Era comovente vê-lo. Tinha sido casado por tanto tempo com uma mulher estéril, que a ideia de uma esposa fértil lhe parecia uma terra arável úmida em um agosto seco. Juntos, ficavam muito quietos, estranhos um ao outro. Tinham discutido apaixonadamente, tinham sido amantes ardentes, e agora queriam ser amigos. Ana queria repousar, ficar tranquila, tinha horror de que algo perturbasse o processo que se desenvolvia em segredo no interior de seu corpo. Henrique queria estar sempre ao seu lado, como se a sua presença pudesse dar prosseguimento ao que tinha iniciado. Queria abraçá-la e caminhar ao seu lado, e poupá-la de qualquer esforço, por menor que fosse.
Ele tinha visto muita gravidez culminar com mulheres chorando e decepções. Tinha celebrado alguns partos e tido a alegria roubada por mortes inexplicáveis. Agora, achava que a fertilidade de Ana o absolvia completamente. Deus o amaldiçoara por ter se casado com a mulher de seu irmão e, agora, Deus retirava a maldição fazendo a sua futura mulher (a sua primeira mulher, na consciência adaptável de Henrique) tão fértil que só precisara de poucos meses deitando-se com ele para conceber. Tratava-a com uma imensa ternura e respeito, e apressou-se a aprovar uma nova lei, de modo que pudessem se casar legalmente na nova Igreja inglesa.

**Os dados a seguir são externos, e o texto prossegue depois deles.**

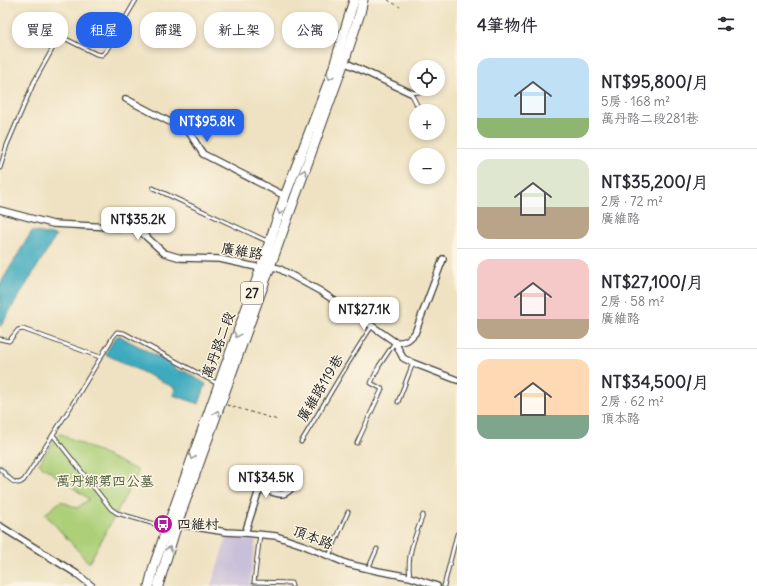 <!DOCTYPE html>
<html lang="zh-TW">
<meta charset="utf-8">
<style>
body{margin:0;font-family:Delius,"LXGW WenKai TC",sans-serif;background:#f2f2f3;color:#2b2b33;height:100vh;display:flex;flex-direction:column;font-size:15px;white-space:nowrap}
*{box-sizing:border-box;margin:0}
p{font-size:13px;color:#7c7c81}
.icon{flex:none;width:22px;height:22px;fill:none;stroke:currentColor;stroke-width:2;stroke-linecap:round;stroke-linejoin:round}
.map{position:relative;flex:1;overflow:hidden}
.drawer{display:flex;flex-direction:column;background:#fff;width:300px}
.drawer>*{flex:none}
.banner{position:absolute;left:12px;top:12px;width:380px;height:36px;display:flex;gap:8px}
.buttons{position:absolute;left:409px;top:60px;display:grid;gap:8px}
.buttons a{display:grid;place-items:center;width:36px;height:36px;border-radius:50%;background:#fff;box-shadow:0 2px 6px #0003;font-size:20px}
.price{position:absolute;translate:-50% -34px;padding:0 9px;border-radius:8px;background:#fff;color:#222;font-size:13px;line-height:26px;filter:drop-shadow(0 1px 2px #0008)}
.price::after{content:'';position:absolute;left:50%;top:24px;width:12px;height:9px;margin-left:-6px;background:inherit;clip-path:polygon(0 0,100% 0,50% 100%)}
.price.current{background:#2563eb;color:#fff}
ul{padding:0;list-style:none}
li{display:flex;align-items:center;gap:12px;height:100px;padding:0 20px}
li+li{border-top:1px solid #e1e1e2}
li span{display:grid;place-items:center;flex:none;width:112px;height:80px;border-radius:12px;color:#555}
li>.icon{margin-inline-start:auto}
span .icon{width:48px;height:48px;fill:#fffc;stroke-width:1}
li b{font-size:17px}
h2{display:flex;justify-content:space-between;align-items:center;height:48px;padding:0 20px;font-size:17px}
.tag{padding:0 14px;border-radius:16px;background:#fff;box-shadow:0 2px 6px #0003;font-size:14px;line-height:36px}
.tag.current{background:#2563eb;color:#fff}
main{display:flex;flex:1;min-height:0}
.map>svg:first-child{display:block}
.industrial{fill:#c8bfd8}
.green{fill:#accf78;stroke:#64764a}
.water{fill:#3eaabe;stroke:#2d636d}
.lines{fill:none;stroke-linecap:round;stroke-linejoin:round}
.stream{stroke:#3eaabe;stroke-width:1.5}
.service-casing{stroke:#3c3a35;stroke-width:5}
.minor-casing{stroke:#3c3a35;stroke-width:8}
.primary-casing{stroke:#3c3a35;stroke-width:11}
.path{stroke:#3c3a35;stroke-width:1;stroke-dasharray:3 3;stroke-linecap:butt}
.service{stroke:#fff;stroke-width:3}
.minor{stroke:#fff;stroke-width:5.5}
.primary{stroke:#fff;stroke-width:9}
.oneway{stroke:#999}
.labels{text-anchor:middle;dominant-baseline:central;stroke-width:3;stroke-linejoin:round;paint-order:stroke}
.shield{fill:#fcf5e5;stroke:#5f5d58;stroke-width:1}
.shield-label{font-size:13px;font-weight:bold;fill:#1c1c1c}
.street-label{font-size:14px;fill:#1c1c1c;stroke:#fcf5e5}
.park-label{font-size:14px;fill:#4e5b3c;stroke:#fcf5e5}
.poi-label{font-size:14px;fill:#1c1c1c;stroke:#fcf5e5;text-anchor:start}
</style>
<main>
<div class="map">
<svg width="457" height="586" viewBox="0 0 457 586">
<rect width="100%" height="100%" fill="#fcf5e5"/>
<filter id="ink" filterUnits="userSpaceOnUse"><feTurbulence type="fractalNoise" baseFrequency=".025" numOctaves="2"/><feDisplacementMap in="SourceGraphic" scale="8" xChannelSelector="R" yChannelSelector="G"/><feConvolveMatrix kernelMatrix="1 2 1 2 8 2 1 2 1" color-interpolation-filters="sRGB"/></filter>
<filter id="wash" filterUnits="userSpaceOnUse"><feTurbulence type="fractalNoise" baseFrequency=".012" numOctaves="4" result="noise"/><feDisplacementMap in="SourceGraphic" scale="16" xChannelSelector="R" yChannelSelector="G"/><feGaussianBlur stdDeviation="0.9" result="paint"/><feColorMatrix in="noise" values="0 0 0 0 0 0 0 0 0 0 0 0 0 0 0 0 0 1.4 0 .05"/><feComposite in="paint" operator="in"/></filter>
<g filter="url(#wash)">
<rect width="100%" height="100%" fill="#efe2c2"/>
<!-- industrial -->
<polygon class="industrial" points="227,536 256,536 250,583 266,586 211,586"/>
<!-- green -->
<polygon class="green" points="59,433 139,471 89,563 45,514 61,501 77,508 89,499 39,464"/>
<!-- water -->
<g class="water">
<polygon points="32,231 56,236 0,327 0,284"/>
<polygon points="119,335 125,339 168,362 177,370 186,372 206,384 199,404 173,395 175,388 105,354 115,338"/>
</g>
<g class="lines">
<!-- stream -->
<g class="stream">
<polyline points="0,213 50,227 137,232"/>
<polyline points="143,237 159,254 182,262 188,261"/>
<polyline points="214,261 232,264"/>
<polyline points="0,463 14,477"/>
</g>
</g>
</g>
<g filter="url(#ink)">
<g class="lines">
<defs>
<g id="service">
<polyline points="417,105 411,93 429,91"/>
<polyline points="0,168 7,145 34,82 58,39 62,37 96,54 102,55 106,51 136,0"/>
<polyline points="153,188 269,242"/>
<polyline points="0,339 9,341 18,330 23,329 100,357"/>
<polyline points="398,402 413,363"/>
<polyline points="53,435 111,509 117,513 165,527"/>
<path d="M301,442c24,-39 46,-79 71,-116"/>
<polyline points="357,443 382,389 371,383 379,366 395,342"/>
<path d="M0,469c7,6 15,20 24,11l46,-72 43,-71 4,-5 7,1 94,51"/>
<polyline points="260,534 254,582 291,583 292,586"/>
<polyline points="329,556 348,512"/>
<polyline points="368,569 377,549"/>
<path d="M410,576c-4,-20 6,-42 13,-61"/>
<polyline points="444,586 457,534"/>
</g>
<g id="minor">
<polyline points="344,62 411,93"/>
<polyline points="126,99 189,132 203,154 285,196"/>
<polyline points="0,210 53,224 132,228 140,231 164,253 181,258 220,259 261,268 270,267 278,268 320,291 372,326 395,342 403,358 413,363 457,380"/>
<path d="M395,342c10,1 14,-2 20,-9l28,-74"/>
<polyline points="177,524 226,532 245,533 276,536 303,545 348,564 378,571 410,577 437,586"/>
<polyline points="0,526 77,574 92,586"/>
<path d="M245,533l13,-40 3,-3c14,0 21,11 31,-3"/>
</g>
<g id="primary">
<polyline points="149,586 154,566 167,528 261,268 285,196 332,73 354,0"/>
<polyline points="158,586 177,524 344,62 360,13 363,0"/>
</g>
</defs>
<!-- service casing -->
<use href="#service" class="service-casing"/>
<!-- minor casing -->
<use href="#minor" class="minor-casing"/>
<!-- primary casing -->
<use href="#primary" class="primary-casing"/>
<!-- path -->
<g class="path">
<polyline points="388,0 400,7"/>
<polyline points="227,405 278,420"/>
</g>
<!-- service -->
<use href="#service" class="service"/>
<!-- minor -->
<use href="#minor" class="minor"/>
<!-- primary -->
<use href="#primary" class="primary"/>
</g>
<!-- one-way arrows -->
<defs><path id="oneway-chevron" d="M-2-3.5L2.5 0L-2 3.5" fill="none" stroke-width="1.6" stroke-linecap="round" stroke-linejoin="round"/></defs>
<g class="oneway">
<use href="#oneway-chevron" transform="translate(330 77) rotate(110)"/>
<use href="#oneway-chevron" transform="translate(304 172) rotate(-70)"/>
<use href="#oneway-chevron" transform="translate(280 212) rotate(109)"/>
<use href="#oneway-chevron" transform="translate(237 335) rotate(110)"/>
<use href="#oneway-chevron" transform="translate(217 413) rotate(-70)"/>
<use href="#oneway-chevron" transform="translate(192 457) rotate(110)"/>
<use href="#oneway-chevron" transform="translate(169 549) rotate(-73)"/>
</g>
</g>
<!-- icons -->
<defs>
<symbol id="bus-disc" viewBox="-11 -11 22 22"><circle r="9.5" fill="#b5179e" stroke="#fcf5e5"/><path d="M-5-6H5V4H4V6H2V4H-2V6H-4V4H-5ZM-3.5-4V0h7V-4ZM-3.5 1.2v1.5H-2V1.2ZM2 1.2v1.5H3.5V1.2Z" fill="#fff"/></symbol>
</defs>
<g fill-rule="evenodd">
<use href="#bus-disc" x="152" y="513" width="22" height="22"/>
</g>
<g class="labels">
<!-- shield labels -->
<rect class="shield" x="241" y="282" width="22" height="22" rx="3"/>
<g class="shield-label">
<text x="252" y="293">27</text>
</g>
<!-- street labels -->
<g class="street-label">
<text transform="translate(242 251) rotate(9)">廣維路</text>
<text transform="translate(218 345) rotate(-70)">萬丹路二段</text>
<text transform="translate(320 388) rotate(-59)">廣維路119巷</text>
<text transform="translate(313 537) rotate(21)">頂本路</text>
</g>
<!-- park labels -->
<g class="park-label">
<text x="105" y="481">萬丹鄉第四公墓</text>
</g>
<!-- poi labels -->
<g class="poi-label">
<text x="177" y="524">四維村</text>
</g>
</g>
</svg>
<div class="buttons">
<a><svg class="icon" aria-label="locate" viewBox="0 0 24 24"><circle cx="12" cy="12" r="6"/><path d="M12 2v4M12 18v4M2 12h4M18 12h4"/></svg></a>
<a>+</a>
<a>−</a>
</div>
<b class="price current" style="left:207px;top:143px">NT$95.8K</b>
<b class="price" style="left:138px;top:241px">NT$35.2K</b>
<b class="price" style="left:364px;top:331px">NT$27.1K</b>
<b class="price" style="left:266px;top:499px">NT$34.5K</b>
<div class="banner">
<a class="tag">買屋</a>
<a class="tag current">租屋</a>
<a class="tag">篩選</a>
<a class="tag">新上架</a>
<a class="tag">公寓</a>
</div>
</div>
<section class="drawer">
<h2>4筆物件<svg class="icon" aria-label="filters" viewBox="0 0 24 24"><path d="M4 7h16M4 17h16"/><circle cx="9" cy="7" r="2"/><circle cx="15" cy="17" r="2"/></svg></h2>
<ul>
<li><span style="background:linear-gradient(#bfe0f5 75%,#8fb573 0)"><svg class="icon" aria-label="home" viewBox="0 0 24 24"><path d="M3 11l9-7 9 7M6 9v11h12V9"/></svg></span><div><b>NT$95,800/月</b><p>5房 · 168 m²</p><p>萬丹路二段281巷</p></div></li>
<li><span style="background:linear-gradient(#dfe7d0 60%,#b9a48a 0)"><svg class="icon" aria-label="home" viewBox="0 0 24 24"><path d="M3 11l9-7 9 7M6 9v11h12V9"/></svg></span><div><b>NT$35,200/月</b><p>2房 · 72 m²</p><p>廣維路</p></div></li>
<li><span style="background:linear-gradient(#f6c9c9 75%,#b9a48a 0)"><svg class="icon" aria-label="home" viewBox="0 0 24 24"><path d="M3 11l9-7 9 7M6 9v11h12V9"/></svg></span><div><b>NT$27,100/月</b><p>2房 · 58 m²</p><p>廣維路</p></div></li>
<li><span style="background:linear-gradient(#ffd9b3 70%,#7fa58c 0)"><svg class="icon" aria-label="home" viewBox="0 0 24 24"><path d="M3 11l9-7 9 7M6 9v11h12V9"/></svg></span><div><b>NT$34,500/月</b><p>2房 · 62 m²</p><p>頂本路</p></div></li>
</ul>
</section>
</main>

Aconteceu em sigilo quase absoluto em Whitehall, a casa de Ana em Londres, casa de seu falecido adversário, o cardeal. As duas testemunhas do rei foram seus amigos Henry Norris e Thomas Heneage, e William Brereton acompanhou-o. George e eu recebemos ordens de fazer com que parecesse que Ana e o rei estavam jantando em sua câmara privada. Achamos que a maneira mais agradável de cumprir a ordem seria encomendando um excelente jantar para quatro que fosse servido na própria câmara do rei. A corte, vendo pratos suntuosos irem e virem, concluiu que se tratava de um jantar privado para os Bolena e o rei. Foi uma vingança mesquinha para mim, me sentar na cadeira de Ana e comer de seu prato, enquanto ela se casava com o rei da Inglaterra, mas foi divertido. Para dizer a verdade, experimentei também seu robe de seda preta, enquanto ela estava longe, e George jurou que me caía muito bem.